With Windows 7, Microsoft is hoping to have an operating system that people won't want to downgrade from. That said, it does plan on offering users that option.
Downgrade rights have long been a part of the Windows license for certain versions, particularly for businesses. That said, the option gained notoriety with Windows Vista. With Vista, the downgrade right was not only marketed by computer makers, but, once Microsoft stopped selling XP, some PC makers sold Vista machines that were "pre-downgraded" to Windows XP.

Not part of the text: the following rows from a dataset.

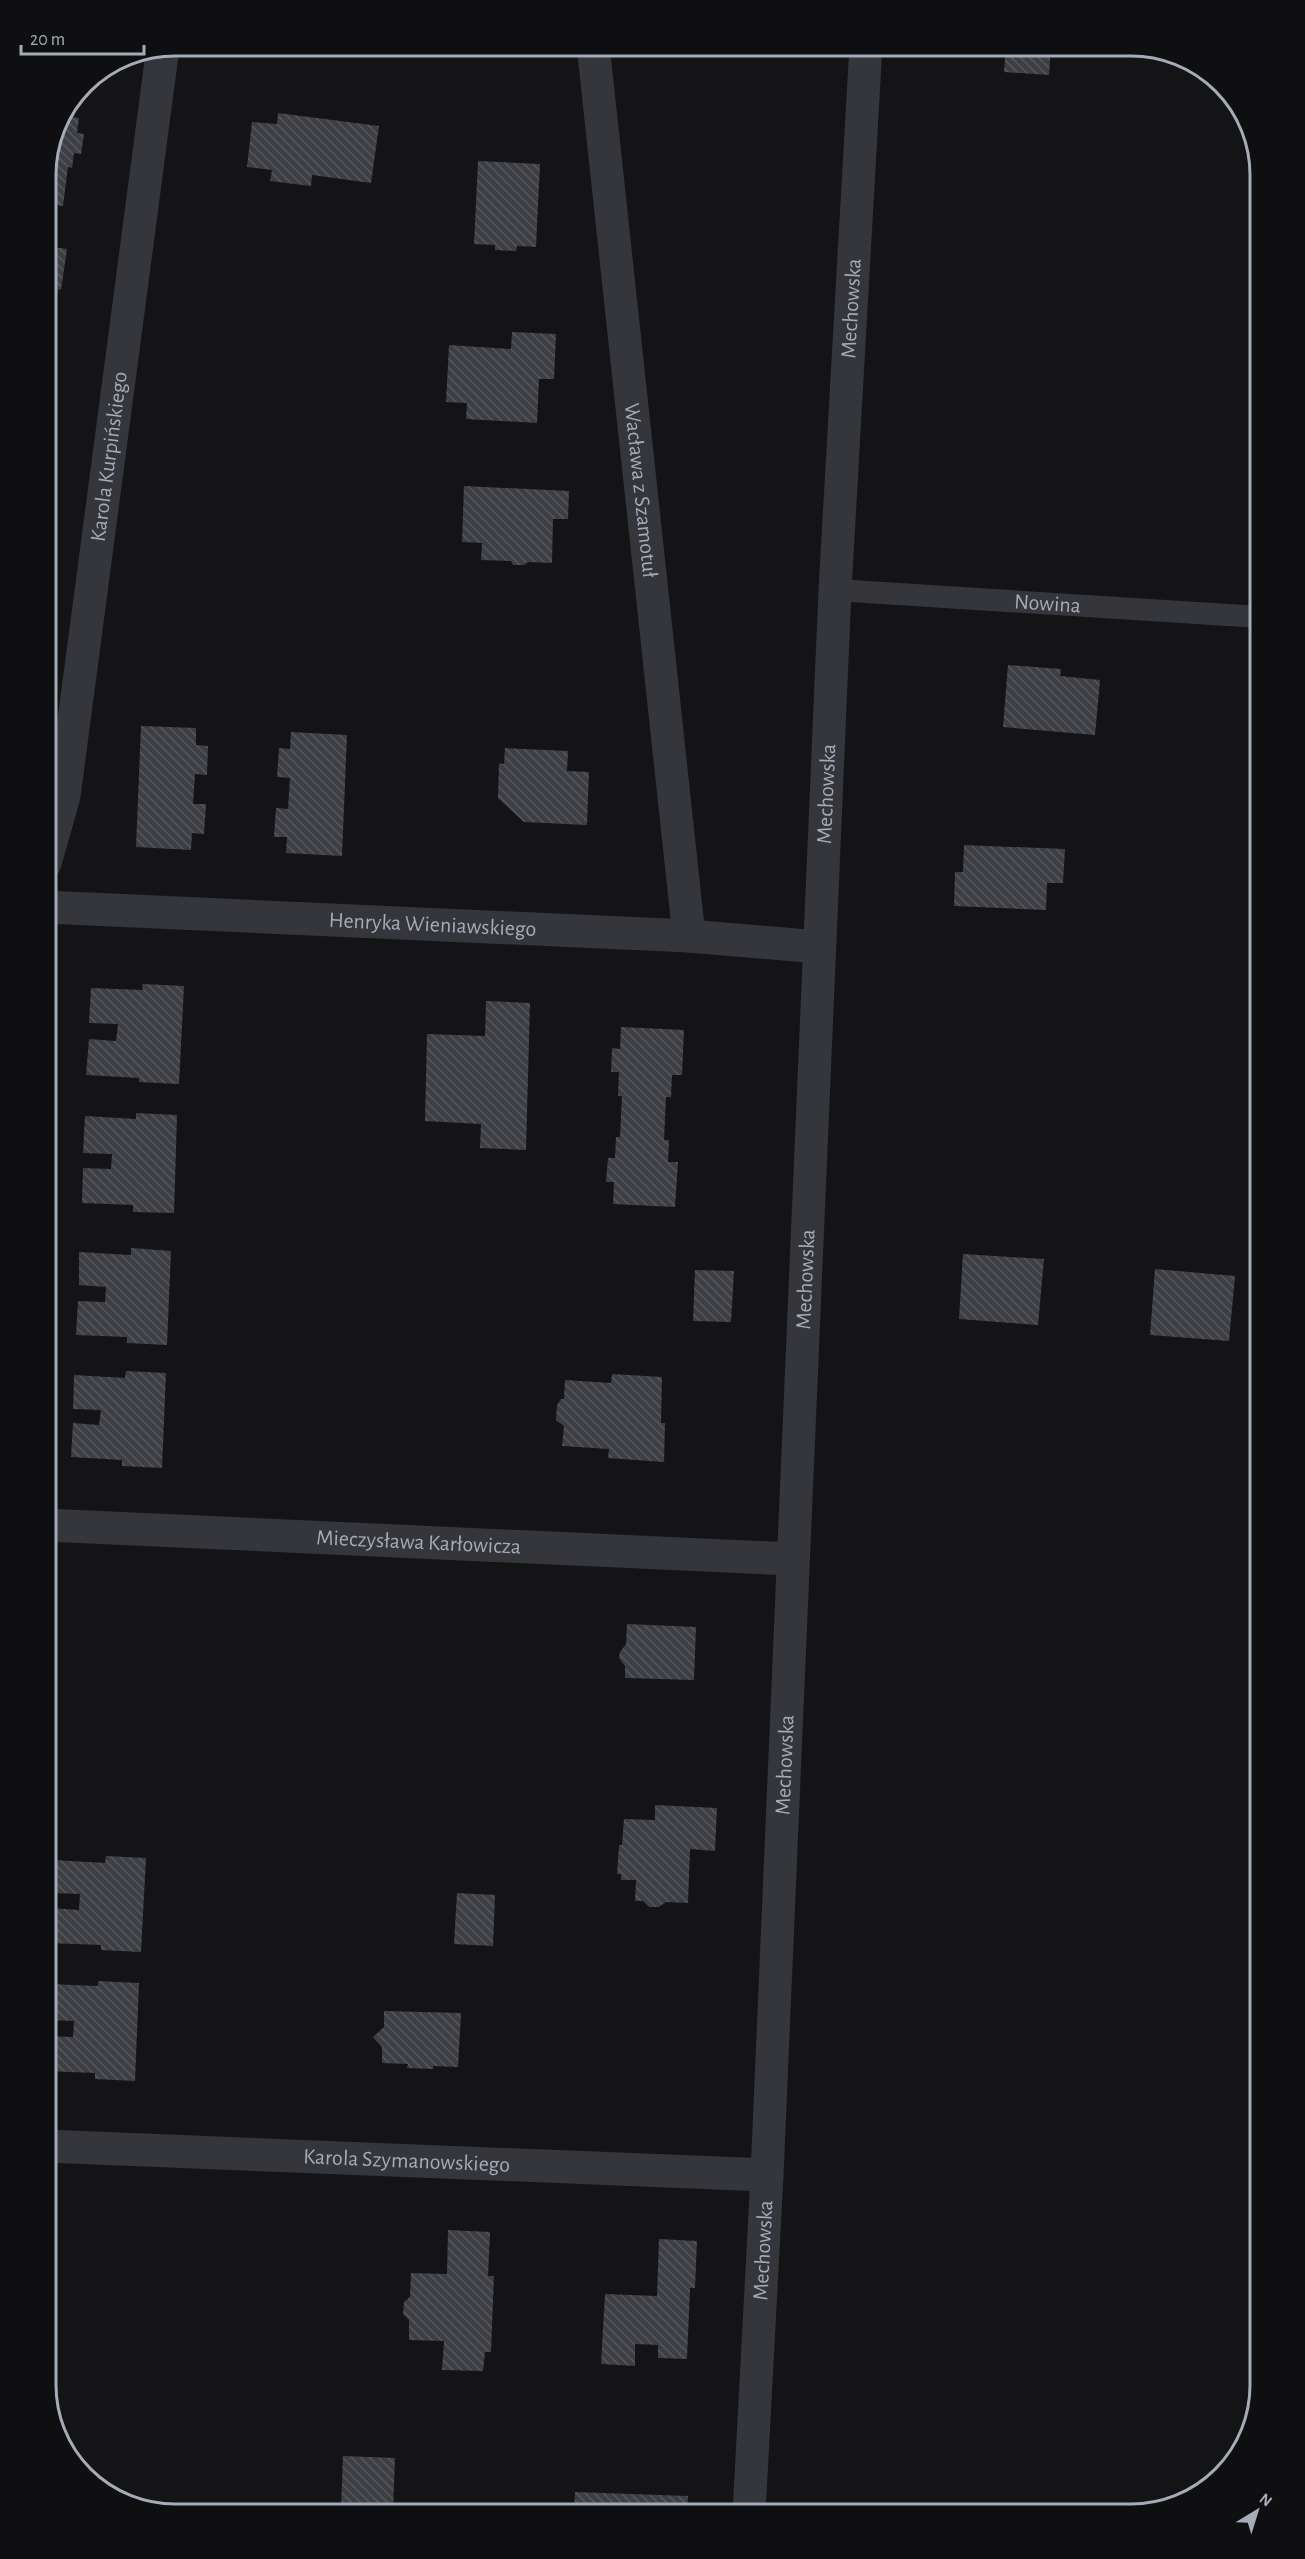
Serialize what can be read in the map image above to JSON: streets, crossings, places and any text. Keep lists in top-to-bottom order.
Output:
{
  "streets": {
    "street": [
      "Mechowska",
      "Karola Kurpińskiego",
      "Wacława z Szamotuł",
      "Henryka Wieniawskiego",
      "Mieczysława Karłowicza",
      "Karola Szymanowskiego"
    ],
    "lane": ["Nowina"]
  },
  "crossings": [
    ["Mechowska", "Nowina"],
    ["Mechowska", "Henryka Wieniawskiego"],
    ["Mechowska", "Mieczysława Karłowicza"],
    ["Mechowska", "Karola Szymanowskiego"],
    ["Wacława z Szamotuł", "Henryka Wieniawskiego"]
  ],
  "scale_bar": "20 m",
  "north": "top right"
}
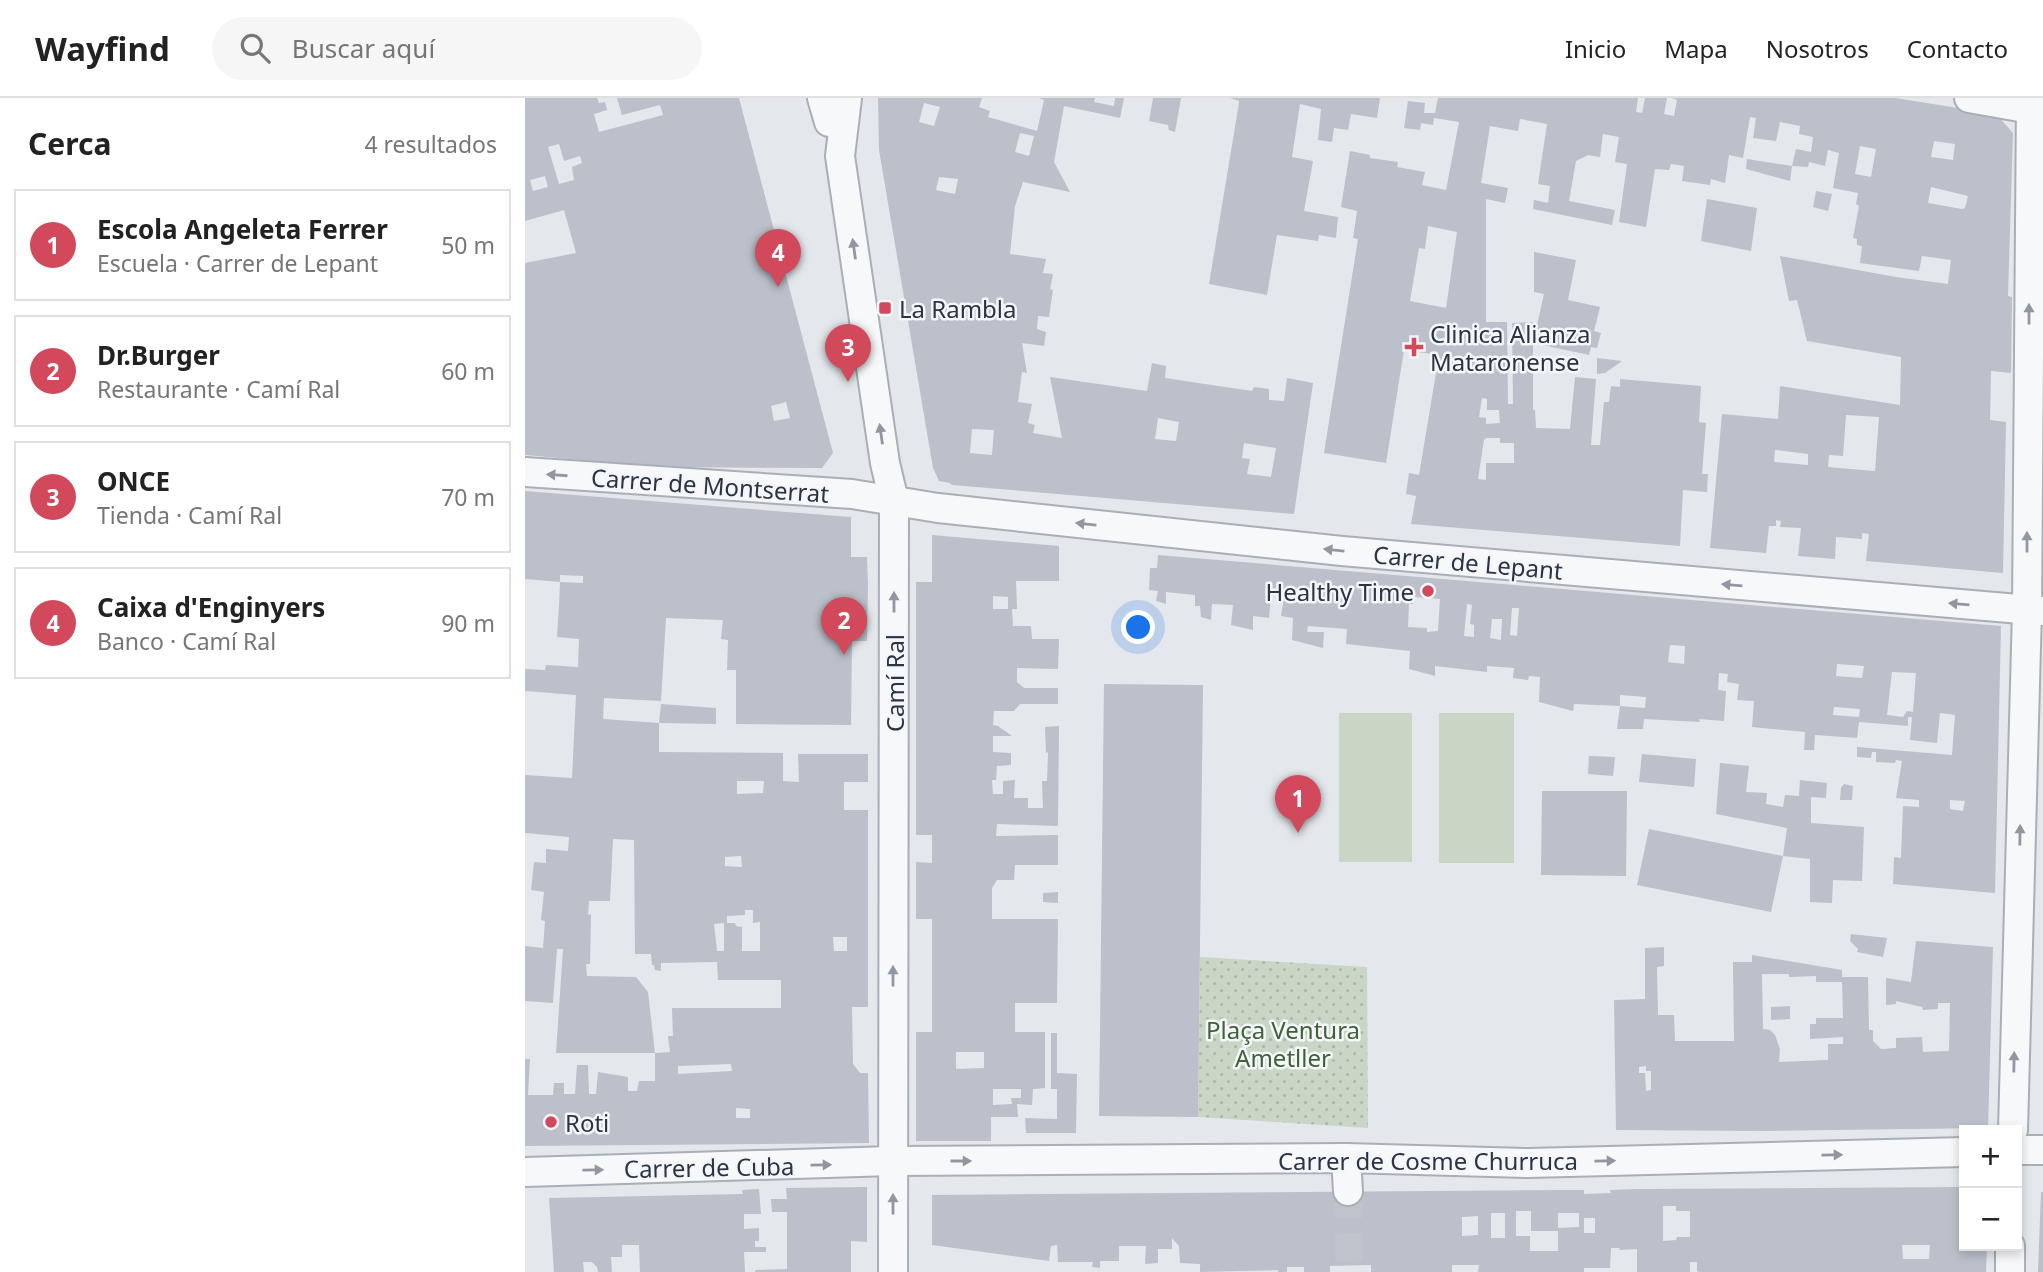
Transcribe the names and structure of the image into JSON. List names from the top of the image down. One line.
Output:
{"streets":{"street":["Carrer de Montserrat","Carrer de Lepant","Camí Ral","Carrer de Cosme Churruca","Carrer de Cuba"]},"crossings":[["Carrer de Montserrat","Carrer de Lepant"],["Carrer de Montserrat","Camí Ral"],["Carrer de Lepant","Camí Ral"],["Camí Ral","Carrer de Cosme Churruca"],["Camí Ral","Carrer de Cuba"],["Carrer de Cosme Churruca","Carrer de Cuba"]],"one_way":["Carrer de Montserrat","Carrer de Lepant","Camí Ral","Carrer de Cosme Churruca","Carrer de Cuba"],"parks":["Plaça Ventura Ametller"],"places":{"transit":["La Rambla"],"health":["Clinica Alianza Mataronense"],"other":["Healthy Time","Roti"]},"page":{"header":"Wayfind","search":"Buscar aquí","nav":["Inicio","Mapa","Nosotros","Contacto"],"heading":["Cerca","4 resultados"],"list":[{"mark":"1","name":"Escola Angeleta Ferrer","note":"Escuela · Carrer de Lepant","value":"50 m"},{"mark":"2","name":"Dr.Burger","note":"Restaurante · Camí Ral","value":"60 m"},{"mark":"3","name":"ONCE","note":"Tienda · Camí Ral","value":"70 m"},{"mark":"4","name":"Caixa d'Enginyers","note":"Banco · Camí Ral","value":"90 m"}],"pins":["4","3","2","1"],"map_buttons":["+","−"]}}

Microsoft is actually expanding that Vista downgrade rights program slightly, the company confirmed on Monday. Under the new program, PC makers will be able to ship pre-downgraded machines based on anticipated demand for those systems. Until now, computers makers could only ship XP-downgraded machines if a particular customer had specified that is what he or she had wanted.
Also, as noted earlier Monday by ZDNet blogger Mary Jo Foley, Microsoft plans a similar program for Windows 7, allowing users to go back not only to Vista, should they choose, but also to Windows XP.
Microsoft hasn't detailed exactly how downgrade rights will work with Windows 7--beyond confirming that users will be able to go back to XP--but presumably the rights will be attached to the Ultimate and Professional versions of Windows 7.
Businesses with volume-licensing deals covering Windows have long had the right to use any earlier version of Windows with their PCs.